Evelyn gave me a sharp look. “We need to find Zheng. They’ll expect her with us. Her absence raises questions, makes us look weak.”
“ … yes.” I winced and resisted the urge to bow my head with guilt. “Yes, I know.”
“She is your responsibility, Heather. You freed her.”
“I know! I- what am I supposed to do?” I shrugged, swallowing past a lump in my throat. “Stand out in the back garden and call her name, like a runaway dog? Go camping and hope she catches my scent? I don’t have some kind of psychic connection to her. I don’t even know where she is.”
“Sleeping in trees, eating wild animals,” Raine said with an approving grin. “Probably having a grand old time.”
“Until she decides to come back,” Evelyn said. “And I for one would prefer she does so before she forgets how to act like a human being.”
I sighed and nodded, knew I had to do something but had no idea what. Apparently there was no magic to locate a stray demon, and hyperdimensional mathematics was still out, too sore, a slow-healing wound.
I raised my eyes and looked through the kitchen window, into the shadows of the back garden.
No solace there.
Tenny’s cocoon hung in the tree, huge and gravid, washed by the rain, swaying with the wind.
Of course, only Praem, Lozzie, and I could see the damn thing. I’d been seeing it all week.
Big as a car, wedged between the top branches to keep it in place, anchored to the ground and tree-trunk with long sticky strips of pneuma-somatic flesh.
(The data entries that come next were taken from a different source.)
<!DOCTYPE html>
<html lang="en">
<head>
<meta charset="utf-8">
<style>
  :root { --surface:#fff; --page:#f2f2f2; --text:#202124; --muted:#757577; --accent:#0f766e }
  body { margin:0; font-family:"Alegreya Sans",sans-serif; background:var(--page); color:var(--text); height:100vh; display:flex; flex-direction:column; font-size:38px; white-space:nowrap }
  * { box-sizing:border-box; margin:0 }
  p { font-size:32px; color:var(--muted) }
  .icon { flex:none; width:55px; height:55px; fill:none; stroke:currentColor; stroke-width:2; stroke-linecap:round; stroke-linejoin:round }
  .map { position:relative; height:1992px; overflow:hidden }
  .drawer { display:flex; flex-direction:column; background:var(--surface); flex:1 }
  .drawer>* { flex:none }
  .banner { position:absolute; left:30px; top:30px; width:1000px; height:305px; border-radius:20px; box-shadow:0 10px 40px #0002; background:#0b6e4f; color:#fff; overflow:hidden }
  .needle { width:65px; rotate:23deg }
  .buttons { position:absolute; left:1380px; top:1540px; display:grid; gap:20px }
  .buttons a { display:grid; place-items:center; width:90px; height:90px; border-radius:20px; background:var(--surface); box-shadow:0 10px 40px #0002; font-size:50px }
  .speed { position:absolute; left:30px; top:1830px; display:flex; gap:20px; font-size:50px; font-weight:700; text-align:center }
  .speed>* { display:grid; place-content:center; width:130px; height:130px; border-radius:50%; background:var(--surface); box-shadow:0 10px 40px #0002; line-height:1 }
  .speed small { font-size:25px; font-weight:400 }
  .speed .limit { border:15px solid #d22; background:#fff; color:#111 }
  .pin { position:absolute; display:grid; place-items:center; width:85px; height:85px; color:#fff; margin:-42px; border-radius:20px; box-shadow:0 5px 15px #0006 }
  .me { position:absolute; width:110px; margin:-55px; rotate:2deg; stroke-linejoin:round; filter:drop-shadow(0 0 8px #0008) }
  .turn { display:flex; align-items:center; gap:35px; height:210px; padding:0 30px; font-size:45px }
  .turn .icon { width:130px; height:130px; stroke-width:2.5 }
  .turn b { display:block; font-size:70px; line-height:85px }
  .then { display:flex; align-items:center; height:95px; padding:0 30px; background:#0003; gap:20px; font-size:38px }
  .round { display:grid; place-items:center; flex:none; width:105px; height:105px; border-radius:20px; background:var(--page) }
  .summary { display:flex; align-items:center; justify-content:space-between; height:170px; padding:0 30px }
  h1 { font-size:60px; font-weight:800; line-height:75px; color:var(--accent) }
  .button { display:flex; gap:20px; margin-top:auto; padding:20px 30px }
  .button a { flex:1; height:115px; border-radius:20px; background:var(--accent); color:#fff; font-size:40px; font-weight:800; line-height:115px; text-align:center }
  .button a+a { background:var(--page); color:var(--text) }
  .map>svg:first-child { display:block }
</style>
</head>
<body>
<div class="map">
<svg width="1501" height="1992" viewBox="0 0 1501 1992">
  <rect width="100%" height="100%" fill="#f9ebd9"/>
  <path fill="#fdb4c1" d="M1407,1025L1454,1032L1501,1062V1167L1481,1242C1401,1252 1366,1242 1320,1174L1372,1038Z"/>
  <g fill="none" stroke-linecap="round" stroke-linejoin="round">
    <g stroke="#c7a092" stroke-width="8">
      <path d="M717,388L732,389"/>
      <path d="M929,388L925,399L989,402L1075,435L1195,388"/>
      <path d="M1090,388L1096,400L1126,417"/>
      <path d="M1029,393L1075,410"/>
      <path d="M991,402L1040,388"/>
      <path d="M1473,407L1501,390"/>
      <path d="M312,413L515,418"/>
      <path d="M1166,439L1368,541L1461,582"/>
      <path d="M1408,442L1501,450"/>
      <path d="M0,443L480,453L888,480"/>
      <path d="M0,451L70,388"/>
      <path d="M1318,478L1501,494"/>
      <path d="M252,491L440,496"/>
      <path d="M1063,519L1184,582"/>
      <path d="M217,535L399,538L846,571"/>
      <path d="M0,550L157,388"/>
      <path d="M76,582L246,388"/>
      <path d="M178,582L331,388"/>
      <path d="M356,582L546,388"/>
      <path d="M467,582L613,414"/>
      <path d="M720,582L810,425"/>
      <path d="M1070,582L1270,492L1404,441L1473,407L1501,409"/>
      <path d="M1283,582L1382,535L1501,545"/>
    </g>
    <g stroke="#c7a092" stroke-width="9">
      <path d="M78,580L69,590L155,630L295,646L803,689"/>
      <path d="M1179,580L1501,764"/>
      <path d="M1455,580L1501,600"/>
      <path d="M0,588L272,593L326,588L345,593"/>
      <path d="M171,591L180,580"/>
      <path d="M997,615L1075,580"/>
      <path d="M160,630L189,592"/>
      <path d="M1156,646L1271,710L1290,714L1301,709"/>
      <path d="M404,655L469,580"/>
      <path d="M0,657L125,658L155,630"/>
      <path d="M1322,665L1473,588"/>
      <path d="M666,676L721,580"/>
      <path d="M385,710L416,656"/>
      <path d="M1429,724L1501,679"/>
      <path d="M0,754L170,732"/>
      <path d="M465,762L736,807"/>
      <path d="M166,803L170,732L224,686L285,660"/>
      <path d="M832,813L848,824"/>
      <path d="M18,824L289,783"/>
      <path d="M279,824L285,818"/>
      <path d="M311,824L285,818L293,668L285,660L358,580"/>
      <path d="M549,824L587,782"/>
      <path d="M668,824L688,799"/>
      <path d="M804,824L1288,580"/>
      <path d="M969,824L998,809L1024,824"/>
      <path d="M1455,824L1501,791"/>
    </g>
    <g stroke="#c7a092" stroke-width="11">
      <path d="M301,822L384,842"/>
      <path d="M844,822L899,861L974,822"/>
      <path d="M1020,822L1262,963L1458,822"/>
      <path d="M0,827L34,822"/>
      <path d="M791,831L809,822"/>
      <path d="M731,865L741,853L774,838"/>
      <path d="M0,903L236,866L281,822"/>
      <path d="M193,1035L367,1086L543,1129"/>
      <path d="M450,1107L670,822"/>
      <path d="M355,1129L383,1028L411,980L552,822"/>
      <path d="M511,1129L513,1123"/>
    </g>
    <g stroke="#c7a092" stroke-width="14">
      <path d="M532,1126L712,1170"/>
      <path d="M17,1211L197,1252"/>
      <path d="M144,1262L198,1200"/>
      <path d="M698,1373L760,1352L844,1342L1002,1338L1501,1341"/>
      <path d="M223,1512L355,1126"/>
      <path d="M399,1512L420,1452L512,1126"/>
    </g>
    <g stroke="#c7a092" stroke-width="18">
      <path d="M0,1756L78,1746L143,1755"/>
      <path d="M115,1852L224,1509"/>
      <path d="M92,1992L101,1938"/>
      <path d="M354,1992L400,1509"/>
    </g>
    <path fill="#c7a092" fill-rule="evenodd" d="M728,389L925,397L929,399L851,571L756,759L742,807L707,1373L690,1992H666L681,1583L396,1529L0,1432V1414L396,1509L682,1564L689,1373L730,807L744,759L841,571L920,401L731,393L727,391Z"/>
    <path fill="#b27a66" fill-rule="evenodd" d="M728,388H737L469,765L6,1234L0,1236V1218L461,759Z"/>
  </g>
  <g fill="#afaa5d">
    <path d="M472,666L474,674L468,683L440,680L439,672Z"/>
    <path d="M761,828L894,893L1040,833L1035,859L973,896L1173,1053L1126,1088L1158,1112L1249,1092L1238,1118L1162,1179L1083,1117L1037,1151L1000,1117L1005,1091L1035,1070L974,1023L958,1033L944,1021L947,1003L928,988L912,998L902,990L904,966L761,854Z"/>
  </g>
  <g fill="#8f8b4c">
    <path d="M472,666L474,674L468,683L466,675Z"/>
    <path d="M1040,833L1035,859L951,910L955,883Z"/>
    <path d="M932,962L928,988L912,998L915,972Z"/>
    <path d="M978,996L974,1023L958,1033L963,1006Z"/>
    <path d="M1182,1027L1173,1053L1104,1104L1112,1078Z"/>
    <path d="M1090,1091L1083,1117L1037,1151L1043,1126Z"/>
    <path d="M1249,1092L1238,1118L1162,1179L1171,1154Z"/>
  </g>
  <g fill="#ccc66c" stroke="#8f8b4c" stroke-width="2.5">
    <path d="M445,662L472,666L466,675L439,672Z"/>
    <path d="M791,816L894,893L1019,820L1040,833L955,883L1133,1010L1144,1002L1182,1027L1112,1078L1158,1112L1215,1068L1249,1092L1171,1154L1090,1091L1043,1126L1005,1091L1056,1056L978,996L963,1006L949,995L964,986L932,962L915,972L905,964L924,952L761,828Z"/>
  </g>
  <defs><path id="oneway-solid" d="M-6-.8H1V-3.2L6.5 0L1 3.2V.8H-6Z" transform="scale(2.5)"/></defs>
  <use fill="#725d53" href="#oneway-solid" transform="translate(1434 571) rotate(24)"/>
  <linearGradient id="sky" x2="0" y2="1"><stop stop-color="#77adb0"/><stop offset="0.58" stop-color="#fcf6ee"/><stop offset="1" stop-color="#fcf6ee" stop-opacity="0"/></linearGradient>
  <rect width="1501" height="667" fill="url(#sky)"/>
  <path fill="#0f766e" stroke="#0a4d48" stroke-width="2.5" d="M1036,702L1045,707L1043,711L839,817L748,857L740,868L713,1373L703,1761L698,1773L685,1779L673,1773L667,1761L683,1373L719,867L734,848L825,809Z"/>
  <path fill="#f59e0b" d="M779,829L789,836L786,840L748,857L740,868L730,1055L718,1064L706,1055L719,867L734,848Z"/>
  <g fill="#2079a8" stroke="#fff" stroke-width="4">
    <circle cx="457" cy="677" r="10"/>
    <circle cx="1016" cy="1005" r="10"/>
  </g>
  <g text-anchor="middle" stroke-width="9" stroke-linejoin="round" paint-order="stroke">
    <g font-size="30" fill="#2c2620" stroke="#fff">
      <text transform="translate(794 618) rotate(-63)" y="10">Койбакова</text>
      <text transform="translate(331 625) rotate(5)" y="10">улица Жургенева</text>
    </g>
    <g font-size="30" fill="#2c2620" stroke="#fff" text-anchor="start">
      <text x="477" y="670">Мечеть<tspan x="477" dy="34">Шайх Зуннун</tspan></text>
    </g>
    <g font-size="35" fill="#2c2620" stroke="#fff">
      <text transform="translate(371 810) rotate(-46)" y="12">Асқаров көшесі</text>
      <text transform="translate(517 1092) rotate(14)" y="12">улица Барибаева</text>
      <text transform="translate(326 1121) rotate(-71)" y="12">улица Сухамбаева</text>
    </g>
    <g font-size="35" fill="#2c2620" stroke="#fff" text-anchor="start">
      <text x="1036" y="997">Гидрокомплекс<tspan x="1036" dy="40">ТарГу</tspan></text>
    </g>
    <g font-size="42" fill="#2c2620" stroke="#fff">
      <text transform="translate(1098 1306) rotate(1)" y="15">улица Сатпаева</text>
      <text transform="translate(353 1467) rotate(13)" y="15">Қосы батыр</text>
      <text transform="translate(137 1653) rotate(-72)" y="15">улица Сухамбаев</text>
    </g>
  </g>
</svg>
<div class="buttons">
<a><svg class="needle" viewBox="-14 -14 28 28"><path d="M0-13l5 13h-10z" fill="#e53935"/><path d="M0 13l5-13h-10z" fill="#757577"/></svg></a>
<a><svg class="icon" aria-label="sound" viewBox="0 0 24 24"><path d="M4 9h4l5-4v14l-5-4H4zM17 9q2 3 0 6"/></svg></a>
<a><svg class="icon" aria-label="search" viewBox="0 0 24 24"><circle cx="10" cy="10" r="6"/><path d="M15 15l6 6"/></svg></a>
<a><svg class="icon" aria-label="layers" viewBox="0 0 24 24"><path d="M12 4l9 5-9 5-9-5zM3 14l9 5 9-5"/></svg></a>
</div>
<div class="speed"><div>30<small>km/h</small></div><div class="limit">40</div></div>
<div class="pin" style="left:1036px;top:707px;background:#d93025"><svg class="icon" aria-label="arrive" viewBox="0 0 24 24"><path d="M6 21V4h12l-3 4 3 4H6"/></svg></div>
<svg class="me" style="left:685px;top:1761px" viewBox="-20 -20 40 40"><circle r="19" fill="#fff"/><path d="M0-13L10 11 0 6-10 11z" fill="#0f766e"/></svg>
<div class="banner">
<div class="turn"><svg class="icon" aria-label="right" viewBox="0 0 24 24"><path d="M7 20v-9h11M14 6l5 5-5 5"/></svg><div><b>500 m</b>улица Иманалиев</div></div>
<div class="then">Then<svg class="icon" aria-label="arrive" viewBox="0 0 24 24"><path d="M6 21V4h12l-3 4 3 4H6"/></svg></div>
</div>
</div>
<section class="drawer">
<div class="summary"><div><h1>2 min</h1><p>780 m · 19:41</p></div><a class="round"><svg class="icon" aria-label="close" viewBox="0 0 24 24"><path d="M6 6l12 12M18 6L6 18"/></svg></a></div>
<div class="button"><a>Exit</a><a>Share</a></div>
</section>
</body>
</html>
The cocoon’s surface was a liquid tarry-black, forever shifting and flowing, just as Tenny’s flesh had. Her metamorphosis was taking a very, very long time indeed.
For a while I’d entertained the idea that she’d died in there, that the poor spirit didn’t have the energy to complete her poorly defined transformation, but a few days ago I’d ventured out, gotten close to the cocoon. Hadn’t even needed to touch the thing. I’d felt a heartbeat stir the air, a deep bass thrum of life running through the sticky black cocoon as I’d stood under the tree.
Praem followed my gaze and turned her head to look as well.
“Overdue,” she intoned.
“Yes, quite overdue indeed,” I agreed. Evelyn and Raine shared a glance. They knew it was there, but they couldn’t see it.
Whatever gestated inside, faithful Tenny or not, I’d feel a lot more comfortable with Zheng close at hand when it emerged.
Striking a deal with Edward Lilburne would also go much smoother if I had a big stick to hand, and I could think of no bigger stick than Zheng.